[Opening THE RECORDS section]

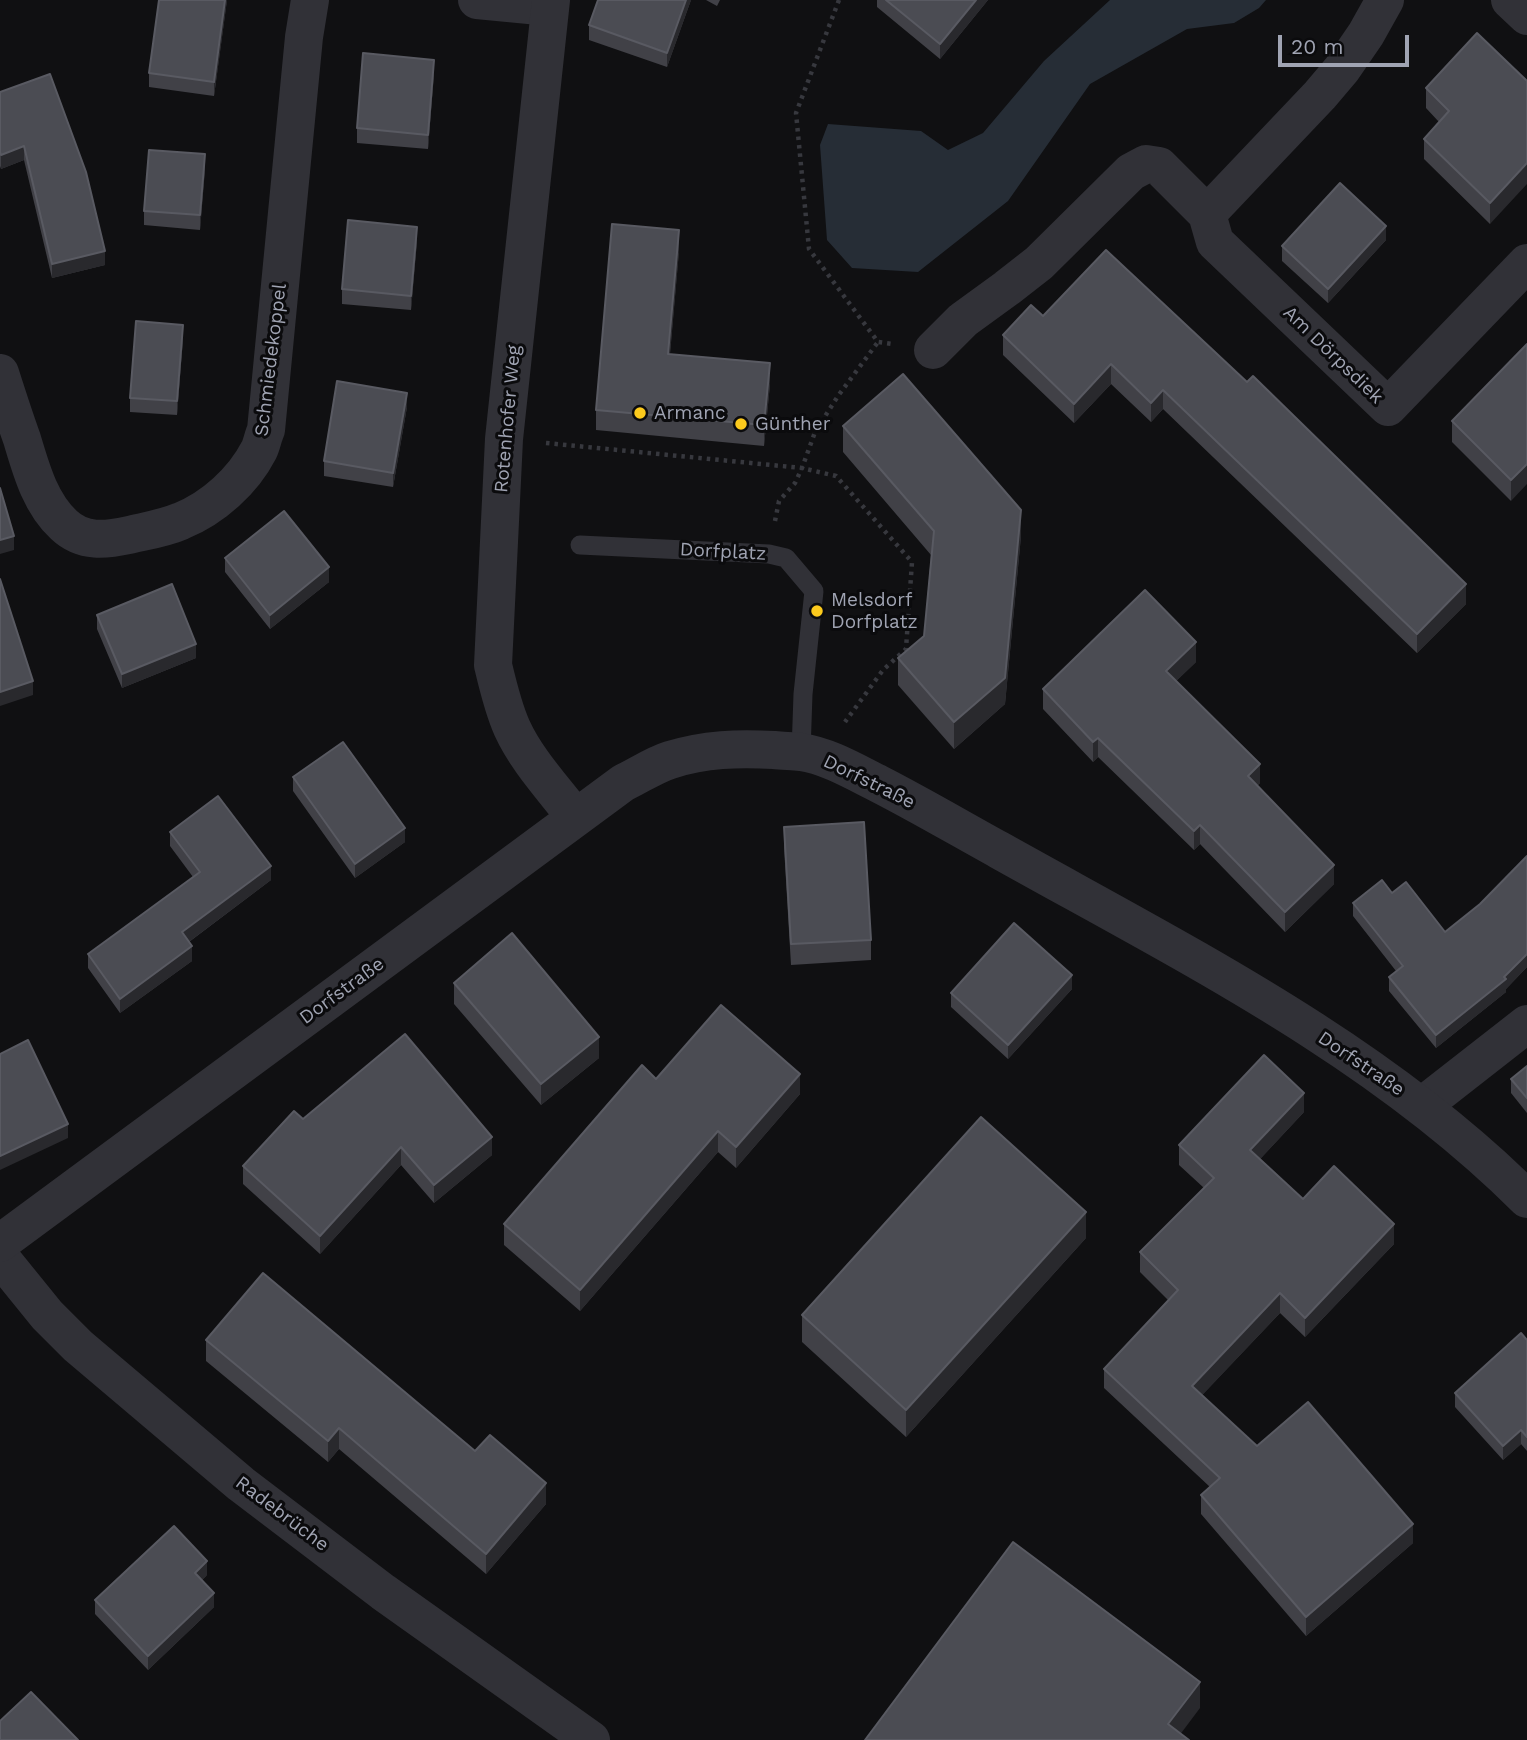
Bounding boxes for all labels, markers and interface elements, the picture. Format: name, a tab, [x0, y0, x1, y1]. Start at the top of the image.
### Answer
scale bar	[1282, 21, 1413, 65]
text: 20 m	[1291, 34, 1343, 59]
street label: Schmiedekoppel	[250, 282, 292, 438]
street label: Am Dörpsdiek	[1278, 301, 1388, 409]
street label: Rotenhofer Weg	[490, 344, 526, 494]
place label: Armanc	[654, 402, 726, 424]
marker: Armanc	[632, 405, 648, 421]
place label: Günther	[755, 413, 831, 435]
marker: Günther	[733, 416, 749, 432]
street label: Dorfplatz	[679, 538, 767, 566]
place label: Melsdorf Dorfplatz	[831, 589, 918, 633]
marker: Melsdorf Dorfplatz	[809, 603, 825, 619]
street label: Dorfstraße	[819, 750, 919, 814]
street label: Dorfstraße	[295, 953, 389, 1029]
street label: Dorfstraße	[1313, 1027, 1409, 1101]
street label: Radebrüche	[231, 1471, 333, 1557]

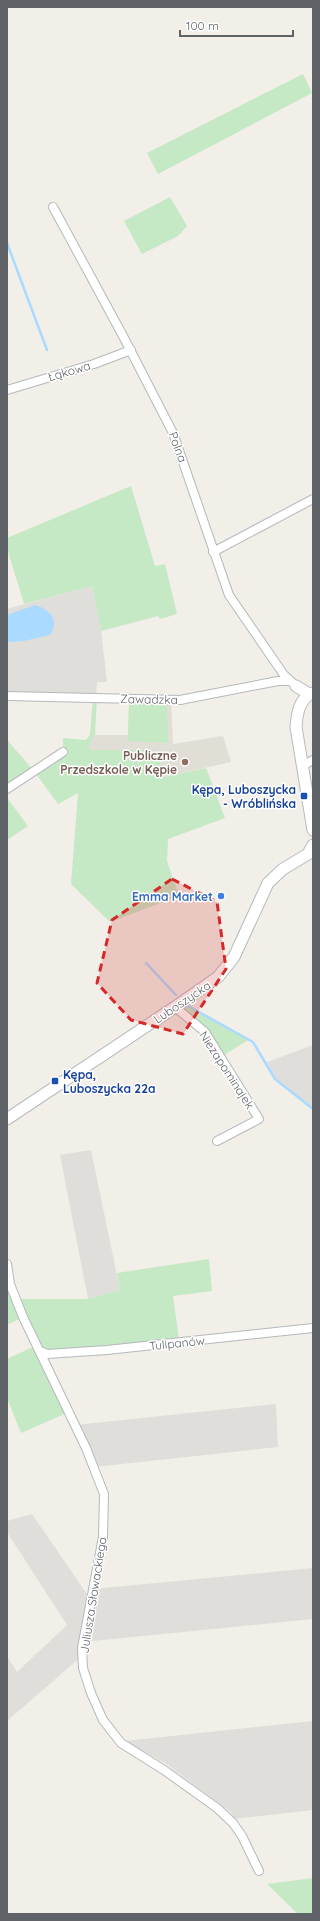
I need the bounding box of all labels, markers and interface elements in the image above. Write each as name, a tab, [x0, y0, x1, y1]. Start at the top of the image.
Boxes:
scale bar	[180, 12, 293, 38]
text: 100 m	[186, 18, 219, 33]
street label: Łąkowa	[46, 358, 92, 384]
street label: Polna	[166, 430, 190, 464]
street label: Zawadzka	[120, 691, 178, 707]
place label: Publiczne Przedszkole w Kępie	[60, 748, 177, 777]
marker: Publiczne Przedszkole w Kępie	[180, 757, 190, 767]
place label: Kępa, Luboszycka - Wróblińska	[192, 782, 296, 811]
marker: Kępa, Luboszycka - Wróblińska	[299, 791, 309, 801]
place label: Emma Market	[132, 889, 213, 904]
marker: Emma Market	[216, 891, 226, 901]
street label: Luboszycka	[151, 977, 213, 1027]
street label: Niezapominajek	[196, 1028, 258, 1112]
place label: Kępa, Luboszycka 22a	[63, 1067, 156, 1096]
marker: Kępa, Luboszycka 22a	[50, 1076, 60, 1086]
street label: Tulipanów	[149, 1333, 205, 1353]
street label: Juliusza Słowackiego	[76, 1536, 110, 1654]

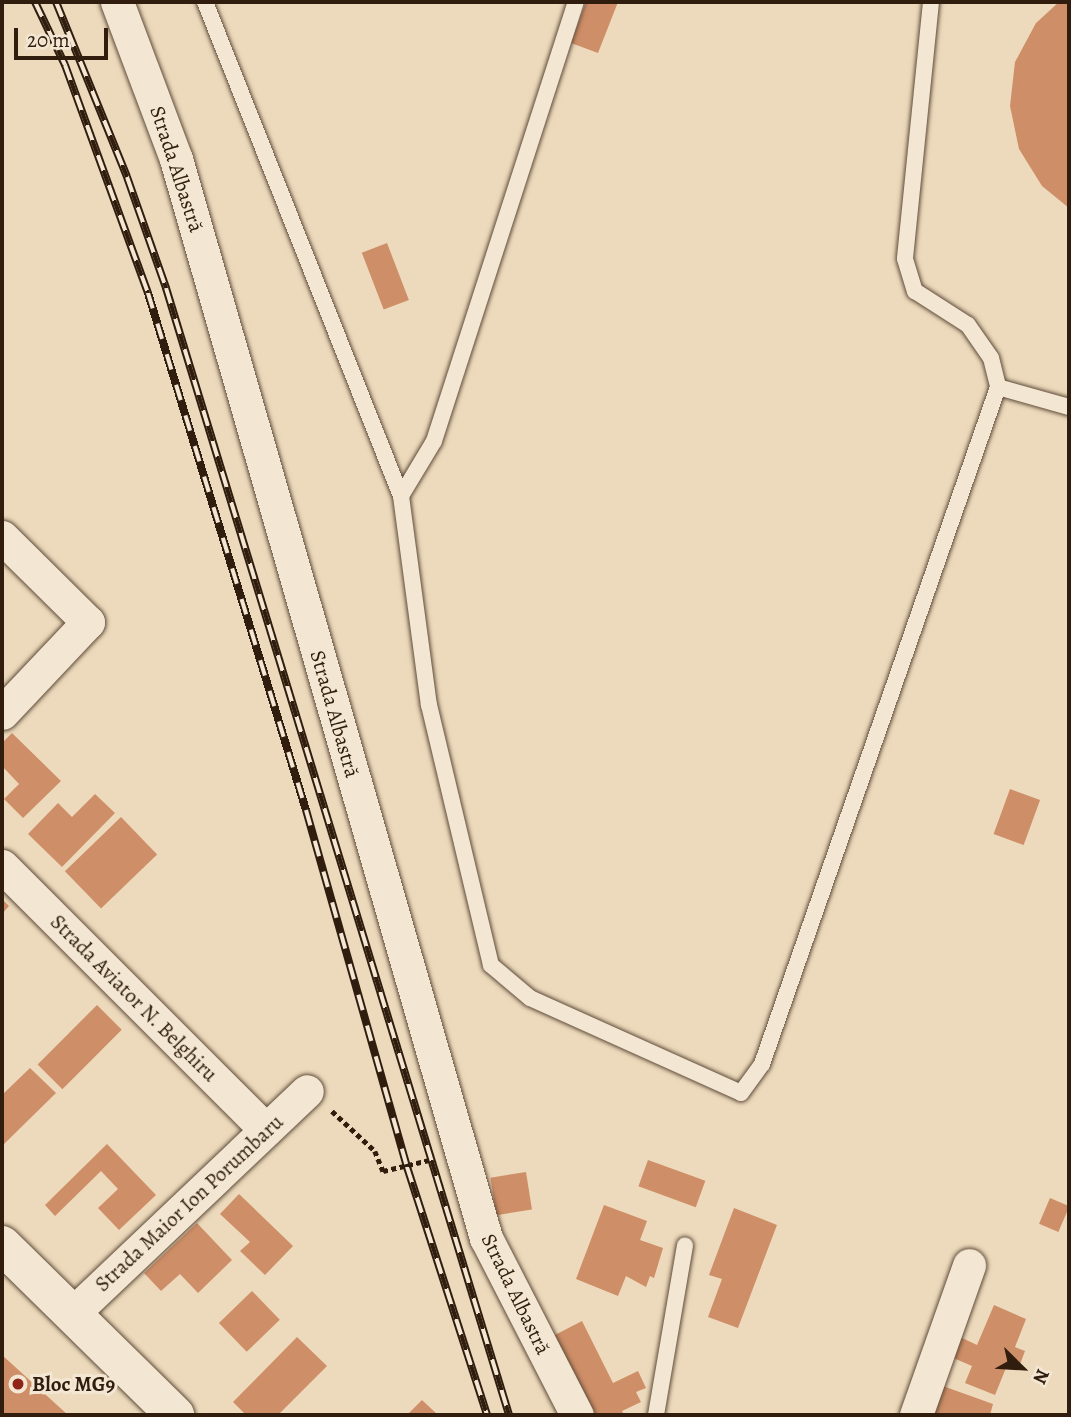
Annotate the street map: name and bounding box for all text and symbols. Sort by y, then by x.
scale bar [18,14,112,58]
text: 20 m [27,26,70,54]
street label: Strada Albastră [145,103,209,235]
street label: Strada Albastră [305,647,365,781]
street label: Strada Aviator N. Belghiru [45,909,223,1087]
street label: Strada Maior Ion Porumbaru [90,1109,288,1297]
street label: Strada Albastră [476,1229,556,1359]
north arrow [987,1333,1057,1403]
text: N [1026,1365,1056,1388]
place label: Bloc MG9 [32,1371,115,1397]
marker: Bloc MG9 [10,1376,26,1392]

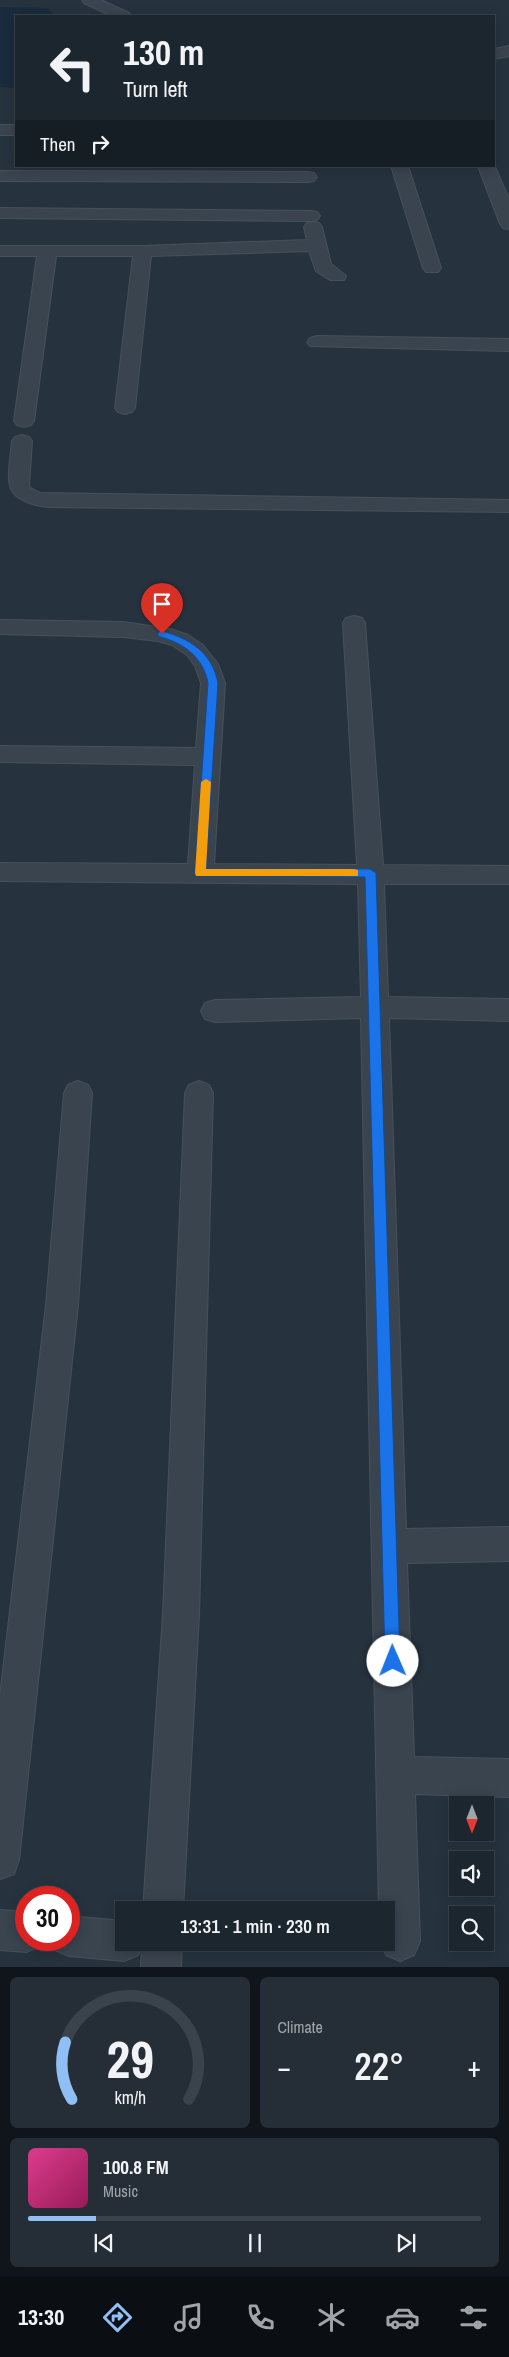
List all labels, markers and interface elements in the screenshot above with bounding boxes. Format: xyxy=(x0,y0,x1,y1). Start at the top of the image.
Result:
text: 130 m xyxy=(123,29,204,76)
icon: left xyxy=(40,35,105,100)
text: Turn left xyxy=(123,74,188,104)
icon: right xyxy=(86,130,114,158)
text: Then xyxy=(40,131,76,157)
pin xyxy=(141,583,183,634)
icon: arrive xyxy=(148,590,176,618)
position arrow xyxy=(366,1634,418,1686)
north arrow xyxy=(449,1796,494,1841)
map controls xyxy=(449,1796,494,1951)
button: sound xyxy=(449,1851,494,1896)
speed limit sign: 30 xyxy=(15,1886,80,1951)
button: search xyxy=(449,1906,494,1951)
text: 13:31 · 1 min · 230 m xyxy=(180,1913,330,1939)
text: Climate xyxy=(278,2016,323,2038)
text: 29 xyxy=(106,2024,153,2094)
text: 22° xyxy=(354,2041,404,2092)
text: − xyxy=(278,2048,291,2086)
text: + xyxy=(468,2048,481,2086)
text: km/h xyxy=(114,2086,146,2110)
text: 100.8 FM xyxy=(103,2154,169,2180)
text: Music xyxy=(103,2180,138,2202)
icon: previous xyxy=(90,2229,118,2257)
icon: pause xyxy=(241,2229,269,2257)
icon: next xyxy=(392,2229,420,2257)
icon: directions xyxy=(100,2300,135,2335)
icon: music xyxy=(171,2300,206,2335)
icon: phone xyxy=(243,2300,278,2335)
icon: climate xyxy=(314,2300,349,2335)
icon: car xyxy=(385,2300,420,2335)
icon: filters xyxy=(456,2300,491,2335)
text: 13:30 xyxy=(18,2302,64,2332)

[Closing THE RECORDS section]

> **WHAT IS NEEDED**
Your answer must be an exact copy of every entry, with no pictures in it.

> **TASK OUTPUT**
Bounding boxes for all labels, markers and interface elements, the picture. Format: name, a tab, [x0, y0, x1, y1]. Start at the top of the image.
### Answer
scale bar	[1282, 21, 1413, 65]
text: 20 m	[1291, 34, 1343, 59]
street label: Schmiedekoppel	[250, 282, 292, 438]
street label: Am Dörpsdiek	[1278, 301, 1388, 409]
street label: Rotenhofer Weg	[490, 344, 526, 494]
place label: Armanc	[654, 402, 726, 424]
marker: Armanc	[632, 405, 648, 421]
place label: Günther	[755, 413, 831, 435]
marker: Günther	[733, 416, 749, 432]
street label: Dorfplatz	[679, 538, 767, 566]
place label: Melsdorf Dorfplatz	[831, 589, 918, 633]
marker: Melsdorf Dorfplatz	[809, 603, 825, 619]
street label: Dorfstraße	[819, 750, 919, 814]
street label: Dorfstraße	[295, 953, 389, 1029]
street label: Dorfstraße	[1313, 1027, 1409, 1101]
street label: Radebrüche	[231, 1471, 333, 1557]

I need the bounding box of all labels, markers and interface elements in the image above. Write each as name, a tab, [x0, y0, x1, y1]. Start at the top of the image.
Boxes:
scale bar	[180, 12, 293, 38]
text: 100 m	[186, 18, 219, 33]
street label: Łąkowa	[46, 358, 92, 384]
street label: Polna	[166, 430, 190, 464]
street label: Zawadzka	[120, 691, 178, 707]
place label: Publiczne Przedszkole w Kępie	[60, 748, 177, 777]
marker: Publiczne Przedszkole w Kępie	[180, 757, 190, 767]
place label: Kępa, Luboszycka - Wróblińska	[192, 782, 296, 811]
marker: Kępa, Luboszycka - Wróblińska	[299, 791, 309, 801]
place label: Emma Market	[132, 889, 213, 904]
marker: Emma Market	[216, 891, 226, 901]
street label: Luboszycka	[151, 977, 213, 1027]
street label: Niezapominajek	[196, 1028, 258, 1112]
place label: Kępa, Luboszycka 22a	[63, 1067, 156, 1096]
marker: Kępa, Luboszycka 22a	[50, 1076, 60, 1086]
street label: Tulipanów	[149, 1333, 205, 1353]
street label: Juliusza Słowackiego	[76, 1536, 110, 1654]

Annotate the street map: name and bounding box for all text and symbols. Sort by y, then by x.
scale bar [18,14,112,58]
text: 20 m [27,26,70,54]
street label: Strada Albastră [145,103,209,235]
street label: Strada Albastră [305,647,365,781]
street label: Strada Aviator N. Belghiru [45,909,223,1087]
street label: Strada Maior Ion Porumbaru [90,1109,288,1297]
street label: Strada Albastră [476,1229,556,1359]
north arrow [987,1333,1057,1403]
text: N [1026,1365,1056,1388]
place label: Bloc MG9 [32,1371,115,1397]
marker: Bloc MG9 [10,1376,26,1392]

List all labels, markers and interface elements in the screenshot above with bounding boxes. Format: xyxy=(x0,y0,x1,y1). Start at the top of the image.
Result:
text: 130 m xyxy=(123,29,204,76)
icon: left xyxy=(40,35,105,100)
text: Turn left xyxy=(123,74,188,104)
icon: right xyxy=(86,130,114,158)
text: Then xyxy=(40,131,76,157)
pin xyxy=(141,583,183,634)
icon: arrive xyxy=(148,590,176,618)
position arrow xyxy=(366,1634,418,1686)
north arrow xyxy=(449,1796,494,1841)
map controls xyxy=(449,1796,494,1951)
button: sound xyxy=(449,1851,494,1896)
speed limit sign: 30 xyxy=(15,1886,80,1951)
button: search xyxy=(449,1906,494,1951)
text: 13:31 · 1 min · 230 m xyxy=(180,1913,330,1939)
text: Climate xyxy=(278,2016,323,2038)
text: 29 xyxy=(106,2024,153,2094)
text: 22° xyxy=(354,2041,404,2092)
text: − xyxy=(278,2048,291,2086)
text: + xyxy=(468,2048,481,2086)
text: km/h xyxy=(114,2086,146,2110)
text: 100.8 FM xyxy=(103,2154,169,2180)
text: Music xyxy=(103,2180,138,2202)
icon: previous xyxy=(90,2229,118,2257)
icon: pause xyxy=(241,2229,269,2257)
icon: next xyxy=(392,2229,420,2257)
icon: directions xyxy=(100,2300,135,2335)
icon: music xyxy=(171,2300,206,2335)
icon: phone xyxy=(243,2300,278,2335)
icon: climate xyxy=(314,2300,349,2335)
icon: car xyxy=(385,2300,420,2335)
icon: filters xyxy=(456,2300,491,2335)
text: 13:30 xyxy=(18,2302,64,2332)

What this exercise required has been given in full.